Booting to Rust

haberman · on Nov 19, 2013

Great article -- just the kind of meaty technical content I love seeing here. Also good to know Rust is living up to its goal of being a fully-fledged systems programming language.

freehunter · on Nov 19, 2013

Agreed. I'd love to see a "build an OS with Rust" tutorial.

cmrx64 · on Nov 19, 2013

What would you want to see in such a tutorial? A lot goes into even the most barebones functional operating systems.

daniel-levin · on Nov 19, 2013

I'd go crazy for something along the lines of xv6 [1]. xv6 is a modified Unix V6 that is used to teach the principles of operating systems.

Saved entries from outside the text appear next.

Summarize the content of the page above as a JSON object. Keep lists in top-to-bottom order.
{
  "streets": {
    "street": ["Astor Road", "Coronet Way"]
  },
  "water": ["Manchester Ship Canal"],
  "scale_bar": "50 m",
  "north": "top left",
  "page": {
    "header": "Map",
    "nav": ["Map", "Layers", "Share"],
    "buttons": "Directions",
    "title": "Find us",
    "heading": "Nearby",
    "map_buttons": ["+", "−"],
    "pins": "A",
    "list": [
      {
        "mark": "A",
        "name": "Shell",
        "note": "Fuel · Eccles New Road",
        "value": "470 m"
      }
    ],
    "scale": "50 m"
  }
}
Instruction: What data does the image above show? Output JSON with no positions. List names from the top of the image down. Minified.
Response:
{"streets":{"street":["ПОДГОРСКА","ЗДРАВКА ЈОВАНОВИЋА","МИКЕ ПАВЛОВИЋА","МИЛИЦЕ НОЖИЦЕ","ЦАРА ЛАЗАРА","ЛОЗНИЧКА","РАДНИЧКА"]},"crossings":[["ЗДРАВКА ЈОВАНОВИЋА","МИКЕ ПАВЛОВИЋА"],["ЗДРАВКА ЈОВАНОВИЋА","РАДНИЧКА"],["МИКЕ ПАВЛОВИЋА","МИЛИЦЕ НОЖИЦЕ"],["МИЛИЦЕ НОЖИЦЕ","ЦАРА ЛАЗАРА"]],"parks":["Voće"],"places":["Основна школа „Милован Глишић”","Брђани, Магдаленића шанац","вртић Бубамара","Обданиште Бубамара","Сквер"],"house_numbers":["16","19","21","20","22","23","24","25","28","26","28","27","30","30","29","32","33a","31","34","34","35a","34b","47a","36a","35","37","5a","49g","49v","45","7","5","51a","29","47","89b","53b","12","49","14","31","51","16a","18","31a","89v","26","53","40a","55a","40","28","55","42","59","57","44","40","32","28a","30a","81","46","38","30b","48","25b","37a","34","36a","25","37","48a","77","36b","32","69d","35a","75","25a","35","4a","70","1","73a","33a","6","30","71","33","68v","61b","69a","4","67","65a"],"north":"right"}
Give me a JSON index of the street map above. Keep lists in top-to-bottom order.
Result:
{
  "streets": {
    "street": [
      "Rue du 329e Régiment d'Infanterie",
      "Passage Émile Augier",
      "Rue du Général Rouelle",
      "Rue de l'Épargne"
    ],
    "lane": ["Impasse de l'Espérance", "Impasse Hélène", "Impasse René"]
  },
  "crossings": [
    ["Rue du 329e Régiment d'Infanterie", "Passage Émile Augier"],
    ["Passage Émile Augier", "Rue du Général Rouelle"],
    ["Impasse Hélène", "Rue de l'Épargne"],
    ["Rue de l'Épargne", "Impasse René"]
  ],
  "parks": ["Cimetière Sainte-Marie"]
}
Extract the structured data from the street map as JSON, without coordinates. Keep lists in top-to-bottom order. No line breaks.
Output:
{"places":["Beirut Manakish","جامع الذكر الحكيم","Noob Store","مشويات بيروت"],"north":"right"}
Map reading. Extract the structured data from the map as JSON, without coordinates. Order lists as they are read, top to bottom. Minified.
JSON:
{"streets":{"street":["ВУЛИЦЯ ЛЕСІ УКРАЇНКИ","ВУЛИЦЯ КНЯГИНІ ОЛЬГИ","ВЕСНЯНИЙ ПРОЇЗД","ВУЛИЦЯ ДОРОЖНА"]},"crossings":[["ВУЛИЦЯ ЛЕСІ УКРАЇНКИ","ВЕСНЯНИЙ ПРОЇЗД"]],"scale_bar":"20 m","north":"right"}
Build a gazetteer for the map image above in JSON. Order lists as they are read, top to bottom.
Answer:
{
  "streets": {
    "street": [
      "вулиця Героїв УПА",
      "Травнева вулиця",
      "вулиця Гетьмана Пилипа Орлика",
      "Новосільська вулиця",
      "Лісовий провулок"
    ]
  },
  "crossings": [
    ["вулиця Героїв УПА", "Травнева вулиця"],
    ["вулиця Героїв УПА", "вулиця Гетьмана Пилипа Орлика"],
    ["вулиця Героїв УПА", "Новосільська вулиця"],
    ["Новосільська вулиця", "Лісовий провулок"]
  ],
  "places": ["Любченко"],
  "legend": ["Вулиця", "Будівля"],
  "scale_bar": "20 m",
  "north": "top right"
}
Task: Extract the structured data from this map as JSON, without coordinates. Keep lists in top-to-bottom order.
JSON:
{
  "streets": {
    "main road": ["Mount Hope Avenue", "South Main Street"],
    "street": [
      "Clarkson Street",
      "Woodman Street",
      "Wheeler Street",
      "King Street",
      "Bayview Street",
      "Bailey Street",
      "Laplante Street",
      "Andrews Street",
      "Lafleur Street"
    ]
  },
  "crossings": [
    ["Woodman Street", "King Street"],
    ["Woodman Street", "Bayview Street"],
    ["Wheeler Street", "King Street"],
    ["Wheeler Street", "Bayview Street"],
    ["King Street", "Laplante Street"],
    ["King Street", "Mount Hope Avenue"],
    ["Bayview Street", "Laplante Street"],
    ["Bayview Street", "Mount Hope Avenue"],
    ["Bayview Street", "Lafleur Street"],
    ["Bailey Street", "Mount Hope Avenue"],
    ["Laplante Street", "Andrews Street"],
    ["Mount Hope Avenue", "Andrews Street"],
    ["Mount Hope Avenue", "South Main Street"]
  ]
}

Its source code is small and well written. A rust analogue would be awesome

[1] http://pdos.csail.mit.edu/6.828/2012/xv6.html

cmrx64 · on Nov 19, 2013

I'll see what I can do

girvo · on Nov 19, 2013

I'm more super interesting in diving into EFI!

In highschool, I wrote a tiny toy kernel, running solely in 16bit real mode. Quite fun, but I wanted to go further and my knowledge was lacking, although the project did help me learn a lot of ASM.

The OP has shown that I could do all sorts of cool stuff going straight into x64 without all the incantations! That's actually super exciting, and makes me hate EFI a little less ;)

I'm going to go play, I think! I wonder what Lisp would be the best candidate here...

xradionut · on Nov 19, 2013

I'd rather see Oberon ported to a modern machine. :)

pjmlp · on Nov 19, 2013

Join efforts with the Active Oberon team at ETHZ.

http://www.ocp.inf.ethz.ch/wiki/

There are still some students and external guys keeping the ports going.

http://www.ocp.inf.ethz.ch/forum/index.php/board,4.0.html

Nowadays, I think Oberon spirit will live in Rust, D, Go, C#. :)

vidarh · on Nov 19, 2013

I don't see much if any of Oberon's spirit in any those languages. Maybe Go, though I don't like it much. Part of the point of Oberon was the minimalism - each of Wirth's language got simpler and smaller, and the system aimed to remain tiny too.

In terms of the language, the Oberon 2 language report is 17 pages of which 1.5 pages is the full EBNF for the grammar.

Then again, looking at the new stuff from the people keeping Oberon alive, it seems much less interesting to me as well.

pjmlp · on Nov 19, 2013

The spirit of using strong typed safe languages for system level programming instead of unsafe languages like C and C++.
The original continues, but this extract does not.